Records from a data source >>
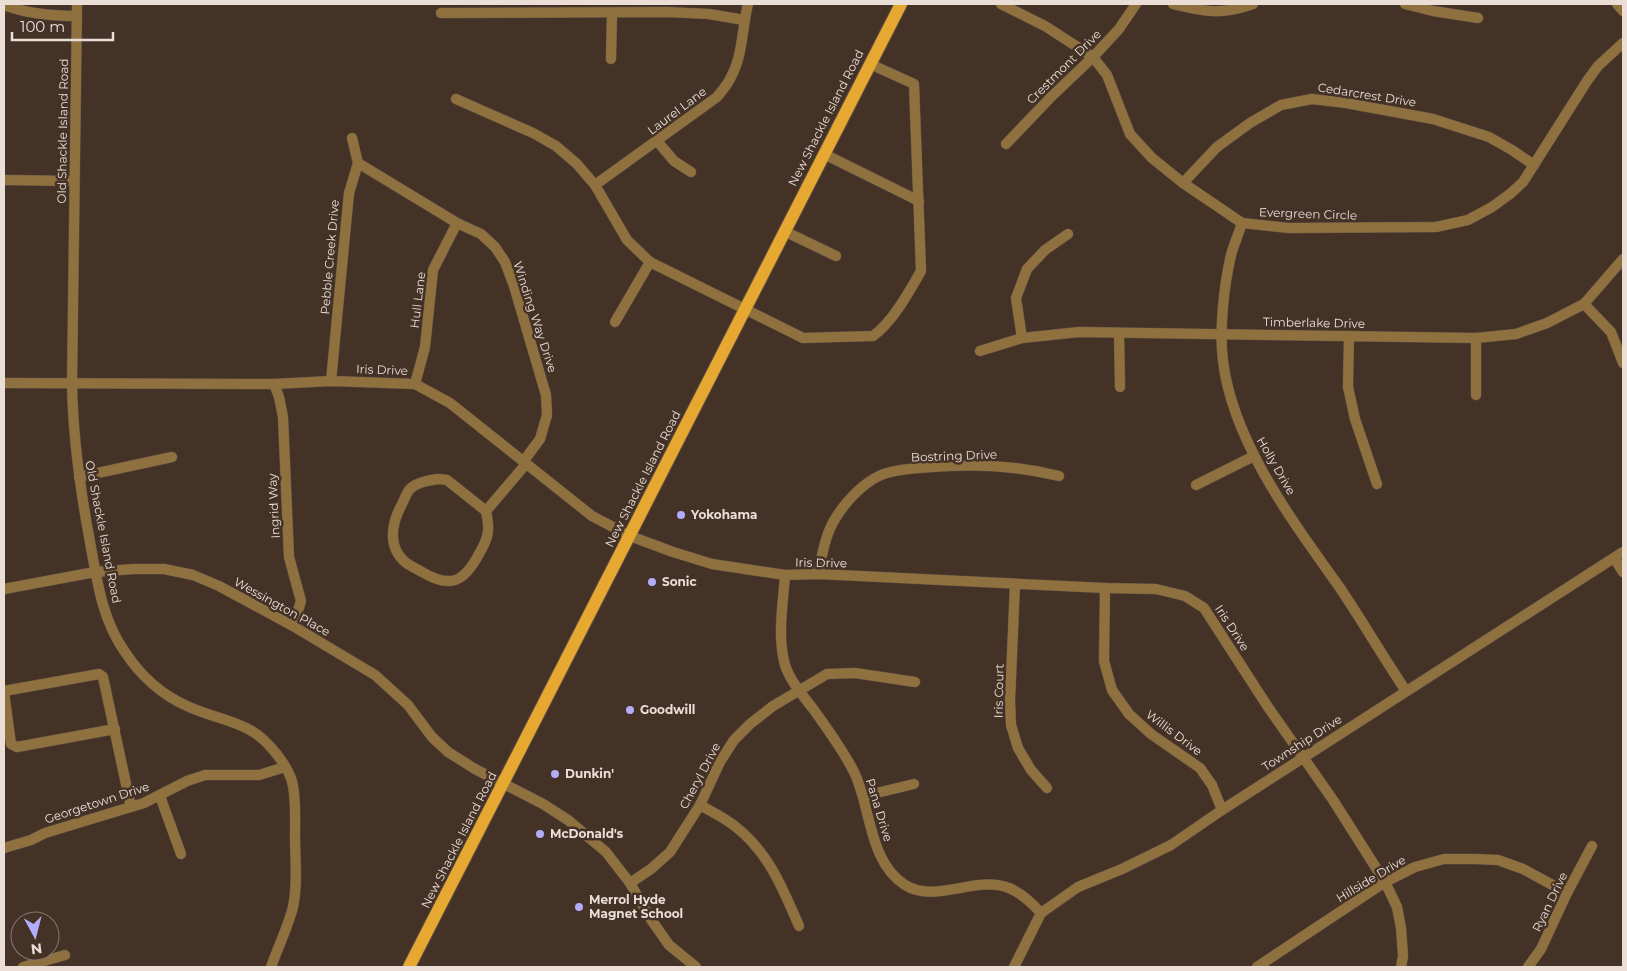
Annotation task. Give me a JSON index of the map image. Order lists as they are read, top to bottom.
{
  "streets": {
    "main road": ["New Shackle Island Road"],
    "street": [
      "Crestmont Drive",
      "Cedarcrest Drive",
      "Laurel Lane",
      "Old Shackle Island Road",
      "Evergreen Circle",
      "Pebble Creek Drive",
      "Hull Lane",
      "Winding Way Drive",
      "Timberlake Drive",
      "Iris Drive",
      "Bostring Drive",
      "Holly Drive",
      "Ingrid Way",
      "Wessington Place",
      "Iris Court",
      "Willis Drive",
      "Township Drive",
      "Cheryl Drive",
      "Georgetown Drive",
      "Pana Drive",
      "Hillside Drive",
      "Ryan Drive"
    ]
  },
  "crossings": [
    ["Crestmont Drive", "Evergreen Circle"],
    ["Cedarcrest Drive", "Evergreen Circle"],
    ["New Shackle Island Road", "Iris Drive"],
    ["New Shackle Island Road", "Wessington Place"],
    ["Old Shackle Island Road", "Iris Drive"],
    ["Old Shackle Island Road", "Wessington Place"],
    ["Old Shackle Island Road", "Georgetown Drive"],
    ["Evergreen Circle", "Holly Drive"],
    ["Pebble Creek Drive", "Winding Way Drive"],
    ["Pebble Creek Drive", "Iris Drive"],
    ["Hull Lane", "Winding Way Drive"],
    ["Hull Lane", "Iris Drive"],
    ["Winding Way Drive", "Iris Drive"],
    ["Timberlake Drive", "Holly Drive"],
    ["Iris Drive", "Bostring Drive"],
    ["Iris Drive", "Ingrid Way"],
    ["Iris Drive", "Iris Court"],
    ["Iris Drive", "Willis Drive"],
    ["Iris Drive", "Township Drive"],
    ["Iris Drive", "Pana Drive"],
    ["Iris Drive", "Hillside Drive"],
    ["Holly Drive", "Township Drive"],
    ["Ingrid Way", "Wessington Place"],
    ["Willis Drive", "Township Drive"],
    ["Township Drive", "Pana Drive"],
    ["Cheryl Drive", "Pana Drive"],
    ["Hillside Drive", "Ryan Drive"]
  ],
  "places": [
    "Yokohama",
    "Sonic",
    "Goodwill",
    "Dunkin'",
    "McDonald's",
    "Merrol Hyde Magnet School"
  ],
  "scale_bar": "100 m",
  "north": "bottom"
}
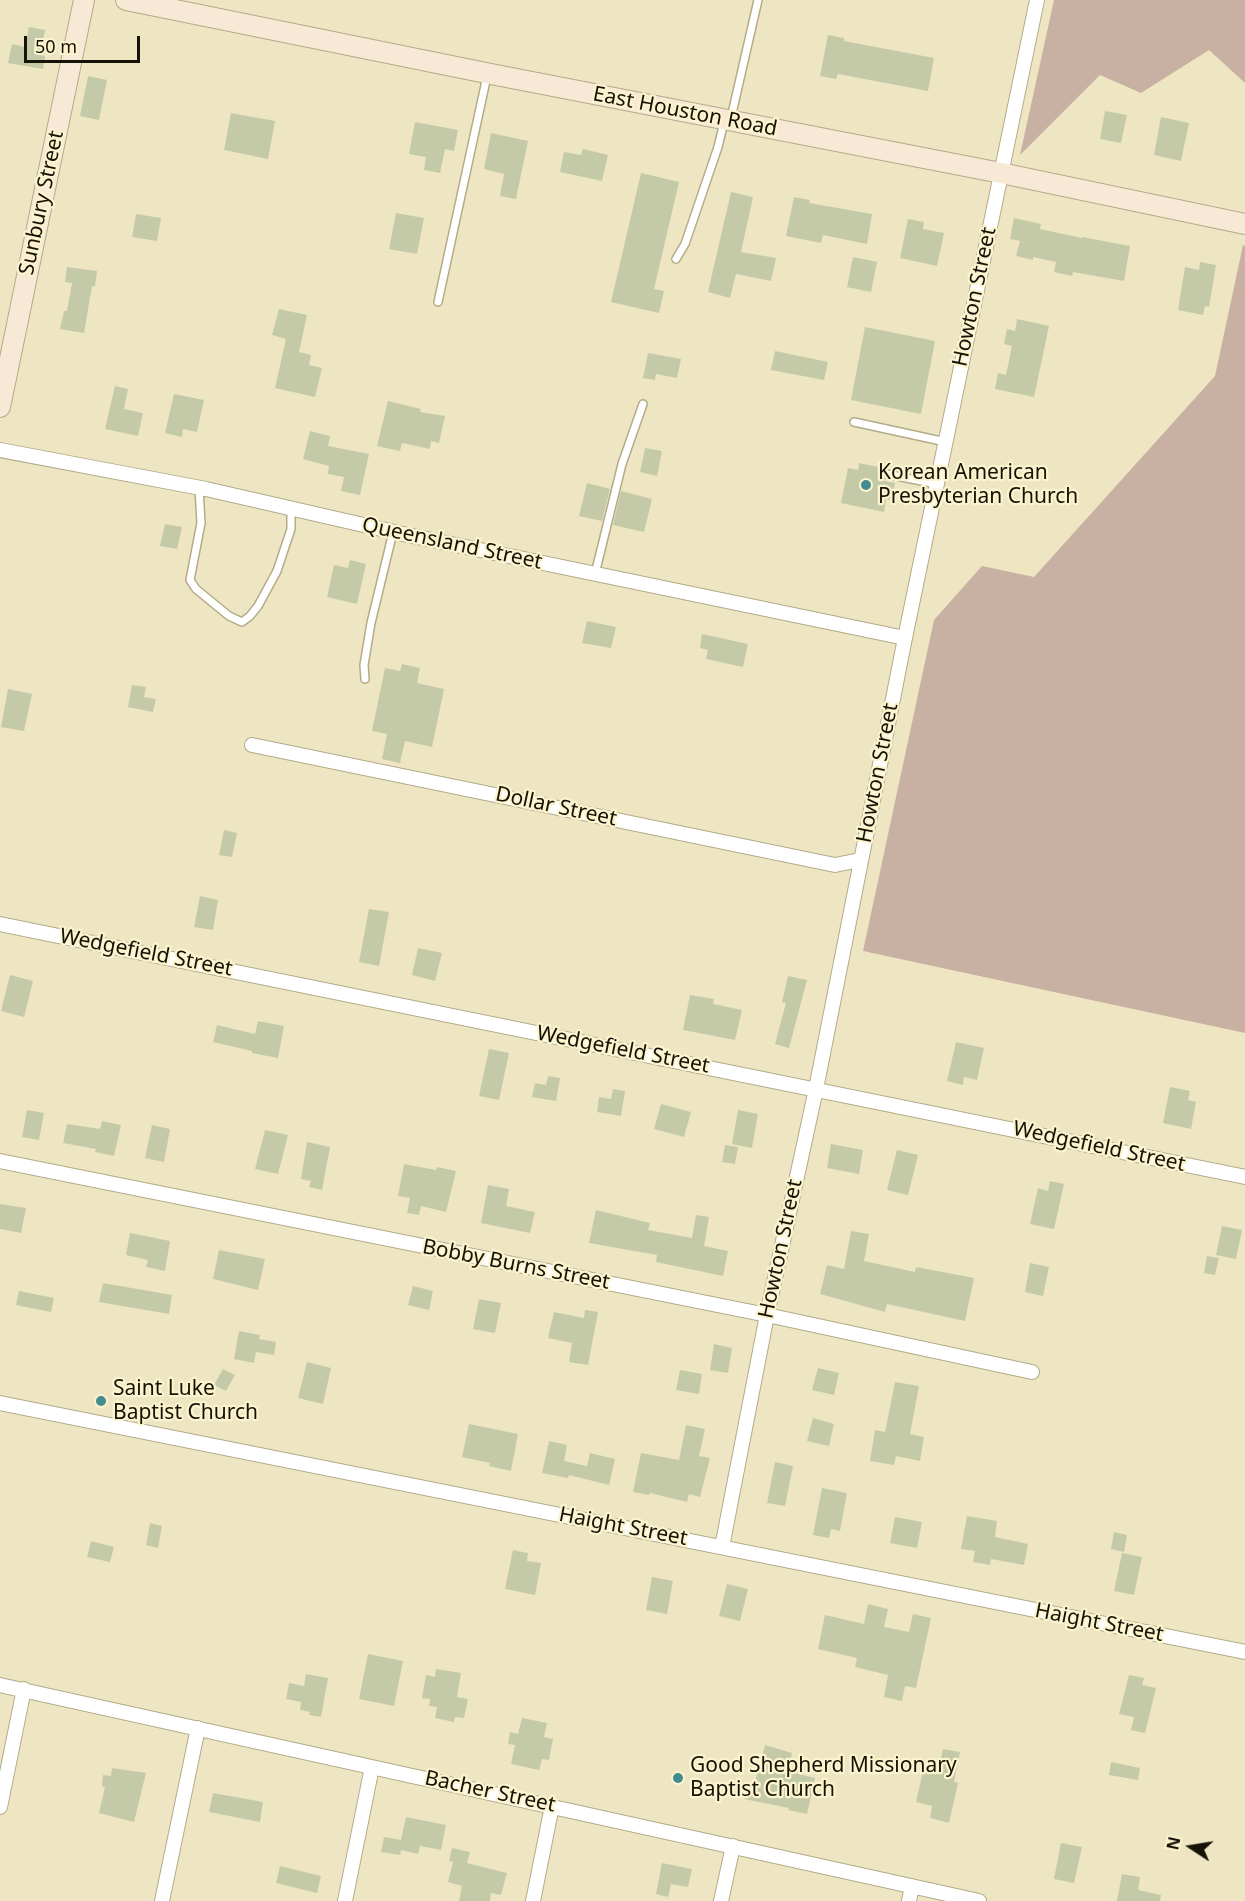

What you need to do >> Go through the entries and copy every line with "Hull".

Solution to the exercise >>
      "Hull Lane",
    ["Hull Lane", "Winding Way Drive"],
    ["Hull Lane", "Iris Drive"],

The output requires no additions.